Why do people hate Ferengi so much? Granted, their introduction into TNG was pretty ridiculous (the Neutral Zone I think?), but Quark is pretty awesome. Is it because they're strawmen capitalists? Or that they look like goblins?

I've been watching Star Trek on YouTube mostly because I don't have any money. So I've been watching them out of order, mostly focusing on TNG and TOS (since that entire series is up).

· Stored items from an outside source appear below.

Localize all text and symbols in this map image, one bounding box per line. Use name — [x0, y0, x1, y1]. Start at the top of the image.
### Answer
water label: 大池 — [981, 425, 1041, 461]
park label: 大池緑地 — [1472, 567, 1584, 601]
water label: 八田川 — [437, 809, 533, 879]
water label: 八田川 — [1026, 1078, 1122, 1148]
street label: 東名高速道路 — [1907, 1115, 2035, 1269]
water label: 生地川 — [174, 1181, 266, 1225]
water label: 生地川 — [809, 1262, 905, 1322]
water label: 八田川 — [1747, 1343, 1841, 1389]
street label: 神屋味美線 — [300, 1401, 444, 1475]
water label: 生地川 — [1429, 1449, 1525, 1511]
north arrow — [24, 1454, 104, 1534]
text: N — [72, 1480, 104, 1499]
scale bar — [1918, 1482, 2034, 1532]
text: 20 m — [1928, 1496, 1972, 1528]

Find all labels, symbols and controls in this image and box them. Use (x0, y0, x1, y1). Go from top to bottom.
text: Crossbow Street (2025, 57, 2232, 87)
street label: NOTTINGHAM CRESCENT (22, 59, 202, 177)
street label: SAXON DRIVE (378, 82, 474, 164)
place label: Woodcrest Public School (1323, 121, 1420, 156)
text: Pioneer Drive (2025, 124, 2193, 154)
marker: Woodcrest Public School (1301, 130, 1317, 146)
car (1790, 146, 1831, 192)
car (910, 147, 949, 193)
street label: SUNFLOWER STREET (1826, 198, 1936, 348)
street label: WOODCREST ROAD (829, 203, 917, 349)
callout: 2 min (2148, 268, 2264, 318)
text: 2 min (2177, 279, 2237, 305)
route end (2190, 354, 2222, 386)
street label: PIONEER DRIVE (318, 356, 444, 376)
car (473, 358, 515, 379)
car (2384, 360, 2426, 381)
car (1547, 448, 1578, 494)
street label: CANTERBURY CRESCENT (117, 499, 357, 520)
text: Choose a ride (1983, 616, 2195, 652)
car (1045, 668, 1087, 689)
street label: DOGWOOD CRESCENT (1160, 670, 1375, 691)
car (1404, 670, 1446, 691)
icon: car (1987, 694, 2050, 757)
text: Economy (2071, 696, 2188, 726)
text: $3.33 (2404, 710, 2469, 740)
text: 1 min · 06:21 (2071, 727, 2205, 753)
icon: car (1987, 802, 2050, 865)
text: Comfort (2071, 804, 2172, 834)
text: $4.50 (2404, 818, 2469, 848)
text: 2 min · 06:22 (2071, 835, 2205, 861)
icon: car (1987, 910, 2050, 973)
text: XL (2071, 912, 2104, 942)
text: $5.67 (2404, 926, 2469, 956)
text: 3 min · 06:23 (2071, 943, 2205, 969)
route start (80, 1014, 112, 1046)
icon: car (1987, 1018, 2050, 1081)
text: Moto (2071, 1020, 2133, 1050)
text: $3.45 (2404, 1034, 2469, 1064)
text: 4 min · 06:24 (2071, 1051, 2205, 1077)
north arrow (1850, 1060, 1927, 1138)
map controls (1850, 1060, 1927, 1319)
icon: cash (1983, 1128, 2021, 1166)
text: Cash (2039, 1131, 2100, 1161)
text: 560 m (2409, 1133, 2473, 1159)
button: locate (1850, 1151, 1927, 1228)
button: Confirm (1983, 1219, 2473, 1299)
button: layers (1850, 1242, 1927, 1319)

I haven't seen much DS9 yet other than In the Pale Moonlight but I have to pretty much agree with the assessment of where the shows rank. TNG to me is a mixture of So Bad It's Good and Genuine Awesome (like the Indiana Jones movies) and VOY is straight out So Bad It's Good since the characters are the only thing that redeems this series. TOS is just solid entertainment to me--for some reason, I find the bad special effects of TOS less comical than TNG's random 80's shit like having a fucking therapist on the bridge. ENT is excruciating, though. There is so much goddamn padding in that series that I can't stand it. Broken Bow did not need to be a two-partner, for instance.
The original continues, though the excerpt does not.